Manitoba budget entrenches COVID economic inequities

April 7, 2021

For Immediate Release (Treaty 1, Winnipeg): This budget entrenches income inequality by not helping those worse hit economically by COVID.

“Research shows the province should target stimulus spending for those who’ve lost work instead of offering tax cuts that benefit property owners. Those renting privately will not see the property tax rebate and receive only a modest rent freeze.” says Molly McCracken, CCPA Manitoba director.

Manitoba is moving aggressively to cut education property taxes, reduced 25% this year and another 25% next year. This will remove $400 million of provincial revenue. The government had previously announced this would be over 10 years once the budget was balanced, which it was very briefly in 2020 before COVID hit and the world changed. The government has failed to shift fiscal policy sufficiently in response to the new reality of COVID.

Social infrastructure is ignored in Budget 2021. Personal Care Homes were the epicentre of COVID but the province continues to cut their funding, which has been frozen since 2008.

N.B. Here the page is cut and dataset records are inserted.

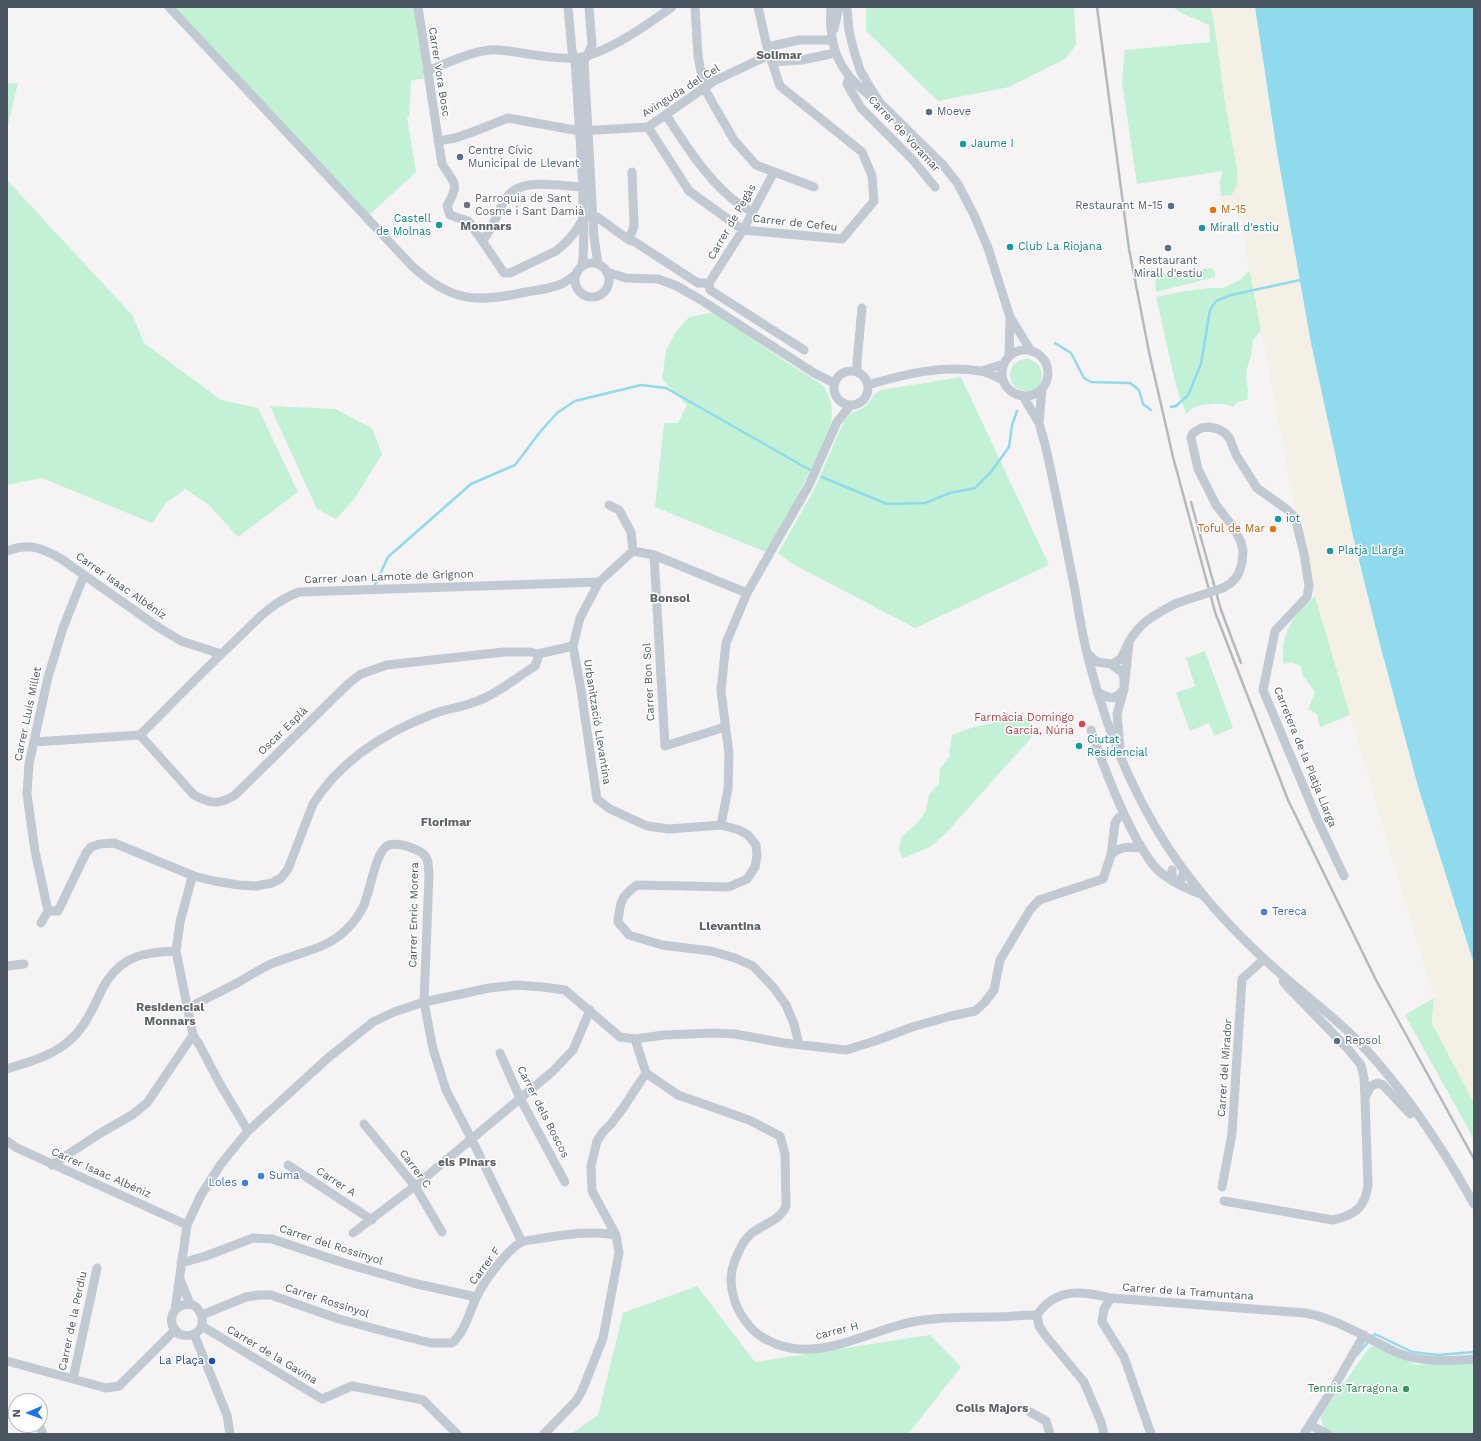 <!DOCTYPE html>
<html>
<head>
<meta charset="utf-8">
<style>
  body { margin:0 }
  #map { position:relative; width:1481px; height:1441px; overflow:hidden; background:#f5f3f3; font-family:"Work Sans",sans-serif }
  canvas { display:block }
  .frame { position:absolute; inset:0; border:8px solid #4a5661; pointer-events:none }
  .north { position:absolute; left:8px; top:1393px; width:40px; height:40px; box-sizing:border-box; background:#fff; border:1px solid #b7bbc0; border-radius:50%; rotate:268deg; font-size:11px; font-weight:700; line-height:16px; text-align:center; color:#4a5661 }
  .north::after { content:''; display:block; margin:auto; width:14px; height:18px; background:#1a73e8; clip-path:polygon(50% 0,100% 100%,50% 72%,0 100%) }
</style>
</head>
<body>
<div id="map">
<canvas width="1481" height="1441"></canvas>
<div class="frame"></div>
<div class="north">N</div>
</div>
<script>
const context = document.querySelector('canvas').getContext('2d');
context.lineJoin = 'round';
function fill(path, color) { context.fillStyle = color; context.fill(path, 'evenodd'); }
function trace(path, color, width, dash) { context.strokeStyle = color; context.lineWidth = width; context.lineCap = dash ? 'butt' : 'round'; context.setLineDash(dash || []); context.stroke(path); }
function write(font, color, halo, rows, align = 'center') {
  context.font = font + ' "Work Sans",sans-serif'; context.lineWidth = 3; context.setLineDash([]); context.textBaseline = 'middle'; context.strokeStyle = halo; context.fillStyle = color; for (const [text, x, y, turn = 0] of rows) {
    context.save(); context.translate(x, y); context.rotate((+turn || 0) * Math.PI / 180); context.textAlign = isNaN(turn) ? turn : align; if (halo) context.strokeText(text, 0, 0); context.fillText(text, 0, 0); context.restore();
  }
}
fill(new Path2D(`
  M169 7H414L424 79H416L411 81 409 117H407L416 172 367 217Z
  M866 7H1074L1076 45 1065 59 1009 87 938 101 866 31Z
  M1173 7H1211L1219 53 1225 101 1237 168 1238 184 1232 195 1221 196 1220 180 1223 173 1222 171 1137 184 1122 82 1125 50 1210 42 1209 25 1179 12Z
  M18 83 7 129V84Z
  M7 180 133 316 144 343 221 400 258 408 298 492 238 537 209 505 185 489 165 504 152 523 42 478 7 485Z
  M1212 268 1215 272V277L1156 292 1155 276 1157 274Z
  M1250 270 1261 330 1253 340 1251 357 1247 368 1246 378 1248 390 1247 400 1237 402 1233 407C1226 402 1201 403 1193 408 1191 409 1189 412 1186 414L1176 386 1156 297 1185 291 1211 288H1223L1240 280Z
  M715 312 786 362 824 386 831 402 832 415 831 424 814 463 777 537 766 552 655 507 664 423H678L687 405 662 379 666 351 675 333 689 317Z
  M1010 375a16 16 0 1 1 32 0a16 16 0 1 1-32 0Z
  M961 377 1049 565 915 628 791 563 778 553 813 492 844 421 849 415 867 405 875 394 881 390Z
  M270 406 335 409 372 428 382 454 355 498 336 519 317 509Z
  M1315 595 1350 715 1320 727 1317 714 1308 709 1315 692 1303 676 1301 666 1291 662 1284 664C1280 647 1287 624 1300 611 1305 605 1311 602 1315 595Z
  M1205 651 1233 728 1214 736 1209 723 1190 731 1176 693 1195 686 1186 658Z
  M1020 716 1030 721 1031 738 945 834 930 847 903 858 899 850 901 837 917 823 926 811 929 795 939 783 940 769 949 757 952 735 971 728Z
  M1434 998 1432 1023 1474 1103V1139L1405 1015Z
  M697 1286 755 1362 930 1335 961 1367 908 1434H571L598 1415 623 1313Z
  M1374 1346 1417 1365 1474 1362V1434H1336C1324 1428 1322 1428 1321 1414L1370 1347Z`), '#c3f1d5');
fill(new Path2D(`
  M1212 7H1255L1277 152 1311 343 1353 536 1378 637 1419 790 1474 964V1103L1432 1023 1434 998 1306 566 1245 246C1245 229 1243 216 1231 204L1222 205 1221 196 1232 195 1238 184 1237 168 1225 101Z`), '#f5f0e5');
fill(new Path2D(`
  M1255 7H1474V964L1419 790 1378 637 1353 536 1311 343 1277 152Z`), '#90daee');
trace(new Path2D(`
  M1055 343 1071 353 1084 378 1091 382 1130 383 1139 390 1143 404 1151 410
  M1171 407 1176 406 1188 395 1201 364 1210 310 1216 301 1231 295 1300 280
  M822 477 887 504 925 503 950 493 975 488 991 472 1009 447 1012 425 1017 411
  M374 587 388 557 471 484 515 465 540 432 557 413 575 401 641 385 666 388 810 470
  M1372 1337 1375 1334 1412 1352 1438 1355 1474 1352
  M1357 1355 1369 1341`), '#90daee', 2.5);
trace(new Path2D(`
  M169 7 412 266C451 302 476 303 526 292 537 290 549 289 559 285 565 283 570 279 575 275
  M418 7 442 164C455 185 460 183 447 206L450 215 468 221 470 223 504 273H510L556 251C568 242 578 230 584 216L597 217 629 240 635 242 698 283H709
  M568 7 572 51 575 58 583 187C582 213 586 239 582 266
  M589 7 592 45 584 62 594 237 598 264
  M695 7 698 56 704 88 734 140 756 165 814 187
  M831 7C828 50 841 76 876 100
  M847 7 849 31 854 51 860 70 868 84 880 103 943 165 958 184 974 215 988 248 1010 317 1031 351
  M834 29 839 7
  M767 47 799 40H832
  M772 62 802 60 835 53
  M427 71C448 63 477 48 499 50 524 52 550 60 575 58 604 56 648 24 672 7
  M849 77 847 84 861 108 912 159 935 187
  M666 115C685 144 703 173 729 196 736 203 745 207 752 212
  M648 127 689 191 743 230 842 239 874 201 872 176 862 152 780 86 767 47 758 7
  M438 141 455 138 470 133 508 118 580 131 648 127 714 81 769 55
  M483 240C495 226 497 210 507 197 523 175 565 188 588 187
  M629 240 634 226 632 172
  M575 280a17 17 0 1 1 34 0a17 17 0 1 1-34 0Z
  M607 272 626 278 658 279 677 286 701 300 814 373 834 383
  M709 283 743 230 774 172
  M709 283 710 290 804 350
  M1002 373a23 23 0 1 1 46 0a23 23 0 1 1-46 0Z
  M1009 356 1010 318
  M834 388a17 17 0 1 1 34 0a17 17 0 1 1-34 0Z
  M981 371 1004 364
  M857 372V361L862 308
  M868 385C904 374 942 365 980 371 988 372 996 377 1003 380
  M1023 396 1039 423 1045 444C1056 492 1065 541 1075 590 1079 615 1083 640 1090 665 1109 738 1138 808 1183 869 1213 910 1249 947 1288 980 1311 1000 1335 1018 1356 1039 1404 1088 1441 1145 1474 1204
  M1039 423 1042 389
  M609 505 619 510 631 532 633 551
  M7 551C30 543 39 547 60 558L158 627 181 641 221 654
  M654 555 665 746 725 727
  M1223 588 1231 583 1238 575 1242 563 1243 551 1241 542 1234 528 1216 505 1198 469 1191 438 1193 433 1201 428 1209 427 1218 429 1225 433 1230 439 1236 455 1257 488 1285 508 1295 517 1304 554 1309 586 1307 597 1275 631 1263 690 1318 821 1344 876
  M747 593 654 555 633 551 599 582 580 618 573 646 581 690 597 799 610 809 647 826 669 829 721 825 739 830 748 835 756 845 757 856 755 867 747 879 729 887 637 885C620 897 620 903 618 922L629 935 662 945 711 951 735 958 753 966 774 988 786 1005 794 1024 799 1044
  M1087 653 1097 662 1111 664 1122 672 1124 678V689C1115 701 1110 699 1097 692
  M1111 664C1124 660 1121 656 1127 646 1130 639 1136 631 1142 625 1151 616 1165 609 1177 603
  M1091 730C1104 768 1118 805 1137 840 1144 851 1150 864 1160 872 1173 883 1187 889 1203 895
  M140 735 194 795C211 804 219 805 235 795L348 684 361 674 387 665 504 652H530L538 654 573 646
  M140 735C172 703 203 671 236 640 256 621 272 602 299 592L599 582
  M34 742 140 735
  M1120 748 1117 714 1124 689 1129 643
  M721 825 728 789 729 754 721 691 726 643 747 593 809 485 837 422 850 406
  M1111 855C1121 845 1130 847 1142 848
  M1172 870V876L1174 882 1182 878 1184 871
  M194 876 191 881 180 922 176 951 193 1035 200 1046 220 1084 248 1131
  M48 911 35 851 27 794 29 764 48 677 63 628 84 575
  M41 923 48 911H58L86 853 91 847 100 844 114 843 194 876 214 881 239 885 256 886 272 883 281 878 288 869 313 804C340 761 386 732 433 714 449 708 465 707 480 700 500 692 517 677 535 666L538 658V654
  M7 966 24 964
  M188 1008C205 999 222 991 239 982 249 976 260 969 271 964 296 953 327 950 347 929 353 923 359 915 363 907 370 893 375 853 387 846 396 841 423 849 427 859 429 863 428 869 429 874L424 1002 433 1049 446 1090 472 1140 522 1242
  M500 1053 520 1098 565 1182
  M7 1069C28 1062 53 1056 70 1040 80 1032 87 1020 93 1008 98 999 101 989 107 981 124 955 146 952 176 951
  M646 1073 678 1095 749 1120 780 1136 785 1154 786 1206C781 1220 763 1224 752 1233 742 1241 735 1258 732 1270 729 1286 734 1305 744 1319 754 1333 760 1337 776 1344 824 1362 870 1329 917 1321 942 1317 967 1317 992 1317 1007 1317 1022 1315 1037 1315
  M1365 1097 1371 1086 1378 1083 1383 1085 1410 1114
  M364 1124 415 1186 442 1232
  M7 1141 17 1148 187 1225
  M52 1165 99 1134 132 1115 147 1103 193 1035
  M288 1165 372 1220
  M1222 1187 1232 1134 1242 979 1264 959
  M1224 1201 1333 1220C1355 1215 1365 1208 1368 1185L1365 1098 1364 1078 1361 1065 1348 1049 1286 985 1283 981
  M353 1233 415 1186 552 1072 573 1050 590 1010
  M181 1263 206 1256 253 1238 272 1239 344 1263 413 1283 476 1297
  M180 1279 190 1304
  M1111 1298 1104 1309 1102 1322 1124 1357 1151 1434
  M175 1310C181 1304 187 1303 195 1306 211 1321 199 1341 179 1334 171 1327 169 1319 175 1310L187 1225 201 1195 221 1164 248 1131 329 1057 373 1022 394 1012 424 1002 489 988 517 985 543 987 565 990 620 1037 635 1039 664 1035 713 1033 735 1034 784 1043 846 1050 875 1041 912 1027 951 1016 975 1011 985 1002 994 990 1000 960 1030 910 1039 900 1103 879 1111 855 1115 823 1118 818 1124 814
  M202 1315 246 1297 259 1295H271L339 1319 387 1332 431 1343H452C465 1332 469 1313 476 1298 483 1283 507 1249 522 1242 526 1240 533 1240 537 1239 562 1235 591 1230 616 1235
  M202 1326 322 1399 352 1386 423 1400 457 1434
  M194 1334 227 1415 230 1434
  M7 1361 106 1388 119 1386 175 1330
  M73 1379 97 1268
  M1030 1412 1046 1421 1050 1434
  M7 1414 16 1416
  M39 1425 43 1434
  M1310 1425 1328 1434
  M544 1434 576 1401 582 1391 603 1338 619 1253 616 1235 592 1191 591 1166 597 1141 603 1132 611 1124 623 1108 646 1073 635 1039
  M1104 1434 1101 1422 1084 1382 1045 1335 1039 1326 1037 1315C1056 1287 1083 1291 1111 1298L1305 1313C1339 1319 1367 1339 1398 1353 1421 1363 1449 1361 1474 1359
  M1304 1434 1334 1387 1364 1335`), '#c1cad2', 9);
trace(new Path2D(`
  M1097 7 1129 249 1149 352 1173 457 1215 612 1288 800 1376 980 1474 1159
  M1191 502 1221 610 1241 663`), '#b5b8bd', 2.5);
trace(new Path2D(`
  M1177 603 1223 588`), '#c1cad2', 9);
for (const [x, y, r, color] of [
  [929,112,4,"#5c6f8a"],
  [963,144,4,"#0f9aa8"],
  [460,157,4,"#5c6f8a"],
  [467,205,4,"#6b7280"],
  [1171,206,4,"#5c6f8a"],
  [1213,210,4,"#e8710a"],
  [439,225,4,"#0f9aa8"],
  [1202,228,4,"#0f9aa8"],
  [1010,247,4,"#0f9aa8"],
  [1168,248,4,"#5c6f8a"],
  [1278,519,4,"#0f9aa8"],
  [1273,529,4,"#e8710a"],
  [1330,551,4,"#0f9aa8"],
  [1082,724,4,"#e0444e"],
  [1079,746,4,"#0f9aa8"],
  [1264,912,4,"#3f7fe0"],
  [1337,1041,4,"#5c6f8a"],
  [261,1176,4,"#3f7fe0"],
  [245,1183,4,"#3f7fe0"],
  [212,1361,4,"#1a4fb4"],
  [1406,1389,4,"#2e9e5b"]
]) { const dot = new Path2D(); dot.arc(x, y, r, 0, 2 * Math.PI); context.fillStyle = color; context.fill(dot); trace(dot, '#fff', 1.5); }
write('11px', '#4a5661', '#fff', [
  ["Carrer Vora Bosc",439,72,81],
  ["Avinguda del Cel",681,91,-32],
  ["Carrer de Voramar",904,134,47],
  ["Carrer de Pegàs",732,222,-60],
  ["Carrer de Cefeu",795,223,6],
  ["Carrer Joan Lamote de Grignon",389,577,-2],
  ["Carrer Isaac Albéniz",121,586,35],
  ["Carrer Bon Sol",649,682,-93],
  ["Carrer Lluís Millet",28,714,-78],
  ["Urbanització Llevantina",597,722,81],
  ["Oscar Esplà",283,731,-44],
  ["Carretera de la Platja Llarga",1305,757,68],
  ["Carrer Enric Morera",414,915,-89],
  ["Carrer del Mirador",1225,1068,-86],
  ["Carrer dels Boscos",543,1112,63],
  ["Carrer C",415,1169,53],
  ["Carrer Isaac Albéniz",101,1173,24],
  ["Carrer A",336,1182,33],
  ["Carrer del Rossinyol",331,1245,18],
  ["Carrer F",485,1266,-53],
  ["Carrer de la Tramuntana",1188,1292,4],
  ["Carrer Rossinyol",327,1301,18],
  ["Carrer de la Perdiu",73,1321,-78],
  ["carrer H",837,1331,-14],
  ["Carrer de la Gavina",272,1355,31]
]);
write('11px', '#4e5e75', '#fff', [
  ["Moeve",937,112],
  ["Centre Cívic",468,151],
  ["Municipal de Llevant",468,164],
  ["Restaurant M-15",1163,206,"right"],
  ["Restaurant",1168,261,"center"],
  ["Mirall d'estiu",1168,274,"center"],
  ["Repsol",1345,1041]
], 'left');
write('11px', '#0d838f', '#fff', [
  ["Jaume I",971,144],
  ["Castell",431,219,"right"],
  ["de Molnas",431,232,"right"],
  ["Mirall d'estiu",1210,228],
  ["Club La Riojana",1018,247],
  ["iot",1286,519],
  ["Platja Llarga",1338,551],
  ["Ciutat",1087,740],
  ["Residencial",1087,753]
], 'left');
write('11px', '#5b616d', '#fff', [
  ["Parroquia de Sant",475,199],
  ["Cosme i Sant Damià",475,212]
], 'left');
write('11px', '#c56008', '#fff', [
  ["M-15",1221,210],
  ["Toful de Mar",1265,529,"right"]
], 'left');
write('11px', '#be3a42', '#fff', [
  ["Farmàcia Domingo",1074,718],
  ["García, Núria",1074,731]
], 'right');
write('11px', '#366cbe', '#fff', [
  ["Tereca",1272,912],
  ["Suma",269,1176],
  ["Loles",237,1183,"right"]
], 'left');
write('11px', '#164399', '#fff', [
  ["La Plaça",204,1361]
], 'right');
write('11px', '#27864d', '#fff', [
  ["Tennis Tarragona",1398,1389]
], 'right');
write('bold 12px', '#5f6368', '#fff', [
  ["Solimar",779,55],
  ["Monnars",486,226],
  ["Bonsol",670,598],
  ["Florimar",446,822],
  ["Llevantina",730,926],
  ["Residencial",170,1007],
  ["Monnars",170,1021],
  ["els Pinars",467,1162],
  ["Colls Majors",992,1408]
]);
</script>
</body>
</html>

Existing non-profit child care centres’ funding remains frozen from 2016.

Manitoba continues to not match federal Safe Restart funding of $100 million to Manitoba municipalities, money needed to provide municipal services and support economic and social development.

At a time when young people’s unemployment rates are four times the overall rates, Manitoba students are hit with tuition increases and funding cuts to postsecondary education of $8.9 million.A tax credit for teacher supply purchases signals the province is shifting costs over to the workers themselves.

“Workers on the front line of COVID get little out of Budget 2021. There’s no action on paid sick days, little retraining dollars, and little public stimulus for economic development” says Saku Pinta, Errol Black Chair in Labour Issues.